The Effect of Urban Density on Building HVAC Performance
Open Access
- Author:
- Gracik, Stefan M
- Graduate Program:
- Mechanical Engineering
- Degree:
- Master of Science
- Document Type:
- Master Thesis
- Date of Defense:
- March 26, 2014
- Committee Members:
- Dr Jelena Srebric, Thesis Advisor/Co-Advisor
- Keywords:
- urban
density
cfd
openfoam
energyplus
energy efficiency
hvac
outdoor cfd
urban heat island - Abstract:
- The world is undergoing fast urbanization, and recently over fifty percent of the world’s population is reported to live in urban areas. Urban areas bring denser living conditions for both people and buildings. Growing global energy use has brought interest in the study of energy use in these rapidly growing urban areas.
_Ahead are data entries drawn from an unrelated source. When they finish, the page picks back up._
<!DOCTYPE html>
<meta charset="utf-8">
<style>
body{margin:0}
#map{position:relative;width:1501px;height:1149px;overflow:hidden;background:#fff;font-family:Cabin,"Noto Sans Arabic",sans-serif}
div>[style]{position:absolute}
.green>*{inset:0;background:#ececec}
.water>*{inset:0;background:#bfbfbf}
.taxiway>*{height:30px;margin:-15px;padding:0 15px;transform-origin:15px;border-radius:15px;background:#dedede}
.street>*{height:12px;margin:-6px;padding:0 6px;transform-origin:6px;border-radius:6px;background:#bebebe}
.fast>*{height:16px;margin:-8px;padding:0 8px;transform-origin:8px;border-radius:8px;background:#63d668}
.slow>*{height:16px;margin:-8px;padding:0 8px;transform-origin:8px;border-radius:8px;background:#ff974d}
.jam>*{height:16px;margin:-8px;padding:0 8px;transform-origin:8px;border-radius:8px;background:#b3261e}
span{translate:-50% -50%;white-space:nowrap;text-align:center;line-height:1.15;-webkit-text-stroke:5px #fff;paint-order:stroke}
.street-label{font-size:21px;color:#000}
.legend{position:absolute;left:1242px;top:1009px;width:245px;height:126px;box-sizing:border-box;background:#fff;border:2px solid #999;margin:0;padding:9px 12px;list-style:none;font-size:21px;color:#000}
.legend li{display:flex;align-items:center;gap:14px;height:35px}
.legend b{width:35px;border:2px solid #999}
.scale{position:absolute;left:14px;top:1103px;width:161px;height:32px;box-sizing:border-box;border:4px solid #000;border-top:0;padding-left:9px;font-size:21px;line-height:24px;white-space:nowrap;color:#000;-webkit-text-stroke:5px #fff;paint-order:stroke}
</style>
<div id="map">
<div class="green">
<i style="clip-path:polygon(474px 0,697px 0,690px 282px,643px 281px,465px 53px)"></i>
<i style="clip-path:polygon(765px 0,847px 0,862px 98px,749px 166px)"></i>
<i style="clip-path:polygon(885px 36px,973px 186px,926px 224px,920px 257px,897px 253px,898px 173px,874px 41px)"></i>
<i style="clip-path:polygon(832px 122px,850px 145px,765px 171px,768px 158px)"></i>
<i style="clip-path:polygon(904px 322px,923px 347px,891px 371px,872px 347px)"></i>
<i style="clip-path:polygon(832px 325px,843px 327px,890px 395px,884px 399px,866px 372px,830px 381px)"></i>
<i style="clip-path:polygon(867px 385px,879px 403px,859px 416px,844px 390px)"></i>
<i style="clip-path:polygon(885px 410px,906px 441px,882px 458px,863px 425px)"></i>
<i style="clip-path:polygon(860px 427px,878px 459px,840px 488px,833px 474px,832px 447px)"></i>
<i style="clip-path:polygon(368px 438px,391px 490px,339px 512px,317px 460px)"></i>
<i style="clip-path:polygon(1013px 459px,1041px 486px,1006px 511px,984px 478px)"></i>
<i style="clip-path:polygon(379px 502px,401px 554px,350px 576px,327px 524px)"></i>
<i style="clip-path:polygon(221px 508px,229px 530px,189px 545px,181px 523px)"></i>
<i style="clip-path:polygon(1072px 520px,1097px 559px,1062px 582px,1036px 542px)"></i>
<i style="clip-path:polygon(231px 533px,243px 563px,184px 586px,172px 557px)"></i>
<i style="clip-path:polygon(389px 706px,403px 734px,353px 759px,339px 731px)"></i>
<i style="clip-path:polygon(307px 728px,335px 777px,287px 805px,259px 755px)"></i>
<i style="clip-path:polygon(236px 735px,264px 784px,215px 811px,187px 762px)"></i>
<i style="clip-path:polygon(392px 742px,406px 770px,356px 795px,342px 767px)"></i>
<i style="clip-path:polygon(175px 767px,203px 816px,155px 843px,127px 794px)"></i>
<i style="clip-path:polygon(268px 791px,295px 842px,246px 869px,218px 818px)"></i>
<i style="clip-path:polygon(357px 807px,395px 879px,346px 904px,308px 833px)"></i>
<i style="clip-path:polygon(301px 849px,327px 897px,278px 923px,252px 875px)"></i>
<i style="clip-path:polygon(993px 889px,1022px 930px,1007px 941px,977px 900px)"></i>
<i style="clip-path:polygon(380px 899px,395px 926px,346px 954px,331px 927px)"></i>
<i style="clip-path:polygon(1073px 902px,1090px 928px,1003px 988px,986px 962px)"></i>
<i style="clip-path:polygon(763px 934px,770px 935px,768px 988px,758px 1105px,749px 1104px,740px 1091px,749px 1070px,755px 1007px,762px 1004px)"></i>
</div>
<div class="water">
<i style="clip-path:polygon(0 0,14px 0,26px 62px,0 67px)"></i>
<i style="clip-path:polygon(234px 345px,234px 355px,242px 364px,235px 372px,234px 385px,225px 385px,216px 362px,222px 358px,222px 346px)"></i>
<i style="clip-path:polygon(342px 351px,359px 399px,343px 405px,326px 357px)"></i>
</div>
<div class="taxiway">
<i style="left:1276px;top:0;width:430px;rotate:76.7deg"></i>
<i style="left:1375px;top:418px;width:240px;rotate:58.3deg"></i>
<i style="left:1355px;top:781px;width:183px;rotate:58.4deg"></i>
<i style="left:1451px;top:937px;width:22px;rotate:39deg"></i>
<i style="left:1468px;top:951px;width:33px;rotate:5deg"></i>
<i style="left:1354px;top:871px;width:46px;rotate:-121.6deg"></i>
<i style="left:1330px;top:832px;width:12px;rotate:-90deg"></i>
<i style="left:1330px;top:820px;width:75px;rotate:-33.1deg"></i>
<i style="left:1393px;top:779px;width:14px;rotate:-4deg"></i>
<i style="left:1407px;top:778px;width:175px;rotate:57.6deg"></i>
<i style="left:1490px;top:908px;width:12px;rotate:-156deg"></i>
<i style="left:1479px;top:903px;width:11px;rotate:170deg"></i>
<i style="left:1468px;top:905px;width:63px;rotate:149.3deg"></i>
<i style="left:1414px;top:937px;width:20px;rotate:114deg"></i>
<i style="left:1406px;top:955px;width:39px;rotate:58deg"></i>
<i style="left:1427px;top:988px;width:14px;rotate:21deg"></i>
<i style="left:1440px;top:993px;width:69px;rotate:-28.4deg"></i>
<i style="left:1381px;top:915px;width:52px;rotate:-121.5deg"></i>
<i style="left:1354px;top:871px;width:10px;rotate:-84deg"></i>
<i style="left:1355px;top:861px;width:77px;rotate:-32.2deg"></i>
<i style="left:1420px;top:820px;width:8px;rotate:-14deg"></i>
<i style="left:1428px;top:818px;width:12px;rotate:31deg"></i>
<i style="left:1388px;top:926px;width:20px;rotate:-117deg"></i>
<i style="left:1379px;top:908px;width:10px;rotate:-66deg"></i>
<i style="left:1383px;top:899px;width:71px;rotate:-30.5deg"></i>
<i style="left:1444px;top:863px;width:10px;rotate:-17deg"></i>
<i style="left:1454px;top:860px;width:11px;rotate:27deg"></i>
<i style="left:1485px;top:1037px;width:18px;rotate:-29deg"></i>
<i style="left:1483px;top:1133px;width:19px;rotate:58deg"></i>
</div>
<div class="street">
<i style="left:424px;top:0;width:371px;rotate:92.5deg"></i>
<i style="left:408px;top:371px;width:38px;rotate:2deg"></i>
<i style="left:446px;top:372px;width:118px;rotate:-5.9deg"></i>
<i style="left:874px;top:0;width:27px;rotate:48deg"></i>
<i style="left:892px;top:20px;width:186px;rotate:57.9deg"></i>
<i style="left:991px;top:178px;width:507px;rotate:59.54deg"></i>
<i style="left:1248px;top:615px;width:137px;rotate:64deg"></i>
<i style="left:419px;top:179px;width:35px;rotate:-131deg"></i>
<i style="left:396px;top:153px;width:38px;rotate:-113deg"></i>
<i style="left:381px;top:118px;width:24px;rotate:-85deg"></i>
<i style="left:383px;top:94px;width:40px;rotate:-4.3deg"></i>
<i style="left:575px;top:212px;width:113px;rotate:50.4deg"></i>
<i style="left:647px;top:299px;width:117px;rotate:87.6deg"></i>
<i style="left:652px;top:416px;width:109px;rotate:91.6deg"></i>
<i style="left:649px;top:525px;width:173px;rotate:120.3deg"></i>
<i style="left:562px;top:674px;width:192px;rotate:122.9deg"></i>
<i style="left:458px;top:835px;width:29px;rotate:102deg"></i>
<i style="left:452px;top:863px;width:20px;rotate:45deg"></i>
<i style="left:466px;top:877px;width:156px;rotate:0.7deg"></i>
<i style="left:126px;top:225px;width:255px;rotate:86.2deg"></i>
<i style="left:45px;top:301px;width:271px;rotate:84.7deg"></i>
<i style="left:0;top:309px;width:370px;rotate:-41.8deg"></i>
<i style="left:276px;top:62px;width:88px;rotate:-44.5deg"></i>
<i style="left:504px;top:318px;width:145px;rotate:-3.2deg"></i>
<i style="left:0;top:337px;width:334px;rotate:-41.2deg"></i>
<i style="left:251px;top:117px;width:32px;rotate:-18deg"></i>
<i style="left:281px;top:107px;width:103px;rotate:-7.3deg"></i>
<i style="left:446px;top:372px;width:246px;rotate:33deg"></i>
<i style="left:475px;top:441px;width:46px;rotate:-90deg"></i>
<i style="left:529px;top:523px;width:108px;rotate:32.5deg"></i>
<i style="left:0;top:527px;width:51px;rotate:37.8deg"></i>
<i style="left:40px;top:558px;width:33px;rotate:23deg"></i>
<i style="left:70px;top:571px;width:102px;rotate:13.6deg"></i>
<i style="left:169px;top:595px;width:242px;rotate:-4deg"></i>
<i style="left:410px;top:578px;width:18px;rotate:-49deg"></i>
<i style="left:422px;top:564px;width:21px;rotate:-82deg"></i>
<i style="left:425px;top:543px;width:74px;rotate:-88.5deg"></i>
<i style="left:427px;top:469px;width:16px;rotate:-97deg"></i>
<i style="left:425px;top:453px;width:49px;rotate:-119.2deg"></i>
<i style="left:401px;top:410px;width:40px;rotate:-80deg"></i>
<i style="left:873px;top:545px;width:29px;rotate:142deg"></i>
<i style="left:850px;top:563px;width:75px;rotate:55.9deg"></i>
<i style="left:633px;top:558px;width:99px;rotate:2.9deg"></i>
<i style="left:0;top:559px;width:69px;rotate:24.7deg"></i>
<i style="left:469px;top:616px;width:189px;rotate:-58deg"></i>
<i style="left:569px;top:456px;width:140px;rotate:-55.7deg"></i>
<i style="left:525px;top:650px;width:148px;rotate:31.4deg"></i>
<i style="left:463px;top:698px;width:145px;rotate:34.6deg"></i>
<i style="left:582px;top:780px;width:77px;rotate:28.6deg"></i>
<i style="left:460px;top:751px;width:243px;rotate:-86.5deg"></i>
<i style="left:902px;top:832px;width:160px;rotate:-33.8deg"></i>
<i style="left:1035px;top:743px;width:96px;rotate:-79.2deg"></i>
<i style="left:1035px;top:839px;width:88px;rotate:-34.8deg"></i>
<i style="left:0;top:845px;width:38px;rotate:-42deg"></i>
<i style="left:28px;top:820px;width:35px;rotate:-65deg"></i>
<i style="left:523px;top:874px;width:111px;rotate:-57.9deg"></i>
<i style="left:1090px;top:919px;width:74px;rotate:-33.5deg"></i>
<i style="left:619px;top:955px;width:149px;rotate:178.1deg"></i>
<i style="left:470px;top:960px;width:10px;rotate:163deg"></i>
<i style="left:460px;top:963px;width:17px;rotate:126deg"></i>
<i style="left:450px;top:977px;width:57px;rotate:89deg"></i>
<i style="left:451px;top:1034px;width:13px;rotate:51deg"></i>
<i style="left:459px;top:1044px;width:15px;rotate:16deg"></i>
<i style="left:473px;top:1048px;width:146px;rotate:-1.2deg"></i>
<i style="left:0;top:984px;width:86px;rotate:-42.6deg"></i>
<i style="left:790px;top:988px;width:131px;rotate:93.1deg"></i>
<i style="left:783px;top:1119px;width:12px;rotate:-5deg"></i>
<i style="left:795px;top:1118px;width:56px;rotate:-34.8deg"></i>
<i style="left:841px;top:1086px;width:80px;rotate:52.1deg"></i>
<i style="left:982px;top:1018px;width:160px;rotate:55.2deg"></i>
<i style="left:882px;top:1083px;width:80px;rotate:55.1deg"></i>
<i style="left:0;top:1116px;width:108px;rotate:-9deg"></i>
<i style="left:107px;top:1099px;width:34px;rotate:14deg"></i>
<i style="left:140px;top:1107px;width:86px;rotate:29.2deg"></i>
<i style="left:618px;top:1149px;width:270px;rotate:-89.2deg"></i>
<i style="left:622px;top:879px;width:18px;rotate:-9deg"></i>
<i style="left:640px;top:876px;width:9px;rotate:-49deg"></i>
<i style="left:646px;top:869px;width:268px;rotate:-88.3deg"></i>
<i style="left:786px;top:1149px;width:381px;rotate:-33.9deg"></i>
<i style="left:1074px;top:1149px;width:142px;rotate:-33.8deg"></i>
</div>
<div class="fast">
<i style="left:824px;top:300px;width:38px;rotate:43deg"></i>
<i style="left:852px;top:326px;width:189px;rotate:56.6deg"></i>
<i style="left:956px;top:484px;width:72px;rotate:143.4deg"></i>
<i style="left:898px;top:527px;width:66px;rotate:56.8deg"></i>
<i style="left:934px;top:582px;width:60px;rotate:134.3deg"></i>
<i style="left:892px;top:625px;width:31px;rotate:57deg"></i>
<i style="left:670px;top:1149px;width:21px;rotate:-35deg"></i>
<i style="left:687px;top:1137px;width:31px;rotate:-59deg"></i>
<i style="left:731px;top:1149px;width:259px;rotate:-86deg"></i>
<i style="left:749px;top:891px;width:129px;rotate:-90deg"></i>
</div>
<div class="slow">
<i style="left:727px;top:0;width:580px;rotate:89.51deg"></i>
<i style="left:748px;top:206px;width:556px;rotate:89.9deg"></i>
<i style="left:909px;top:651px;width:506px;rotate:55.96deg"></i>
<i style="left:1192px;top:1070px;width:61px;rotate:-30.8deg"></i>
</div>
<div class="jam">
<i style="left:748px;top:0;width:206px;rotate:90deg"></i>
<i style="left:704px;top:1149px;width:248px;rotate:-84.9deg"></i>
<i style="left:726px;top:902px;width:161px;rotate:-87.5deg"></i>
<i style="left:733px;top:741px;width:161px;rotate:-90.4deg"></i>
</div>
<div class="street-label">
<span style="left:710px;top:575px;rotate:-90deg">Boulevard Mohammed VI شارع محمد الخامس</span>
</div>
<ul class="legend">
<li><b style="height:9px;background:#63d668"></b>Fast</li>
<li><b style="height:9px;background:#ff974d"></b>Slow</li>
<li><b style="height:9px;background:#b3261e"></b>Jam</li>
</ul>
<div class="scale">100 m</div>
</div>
Common building materials absorb sunlight at a much higher rate than naturally occurring ecology. On the large scale, this results in the urban heat island effect, which refers to the higher temperatures present in dense urban areas compared to surrounding rural and suburban regions. The coefficient of performance of some common building HVAC systems is highly sensitive to local outdoor temperatures. Quantification of the degradation of COP in dense urban areas due to local temperatures is an important area of study as the world’s population continues to urbanize. The goal of this master’s thesis is to use computational fluid dynamics modeling combined with building energy/thermal modeling to predict local temperatures in urban environments consisting of both low dense suburban/rural regions and dense city centers. Open source software packages OpenFOAM and EnergyPlus are used in tandem to calculate local air temperatures. The study offers insight on the use of these packages for calculating urban thermal environments. The ability of the software to predict local temperatures in urban environments is validated by comparing simulation results to temperatures collected in an actual urban environment. Following this validation, the same procedure is used to estimate local air temperatures in uniform neighborhoods of varying density. The findings indicate that rooftop air conditioners in urban areas can have a reduction in COP of up to twenty percent, compared to a corresponding rural area. Window air conditioners can have reductions in COP of over twelve percent, depending on placement.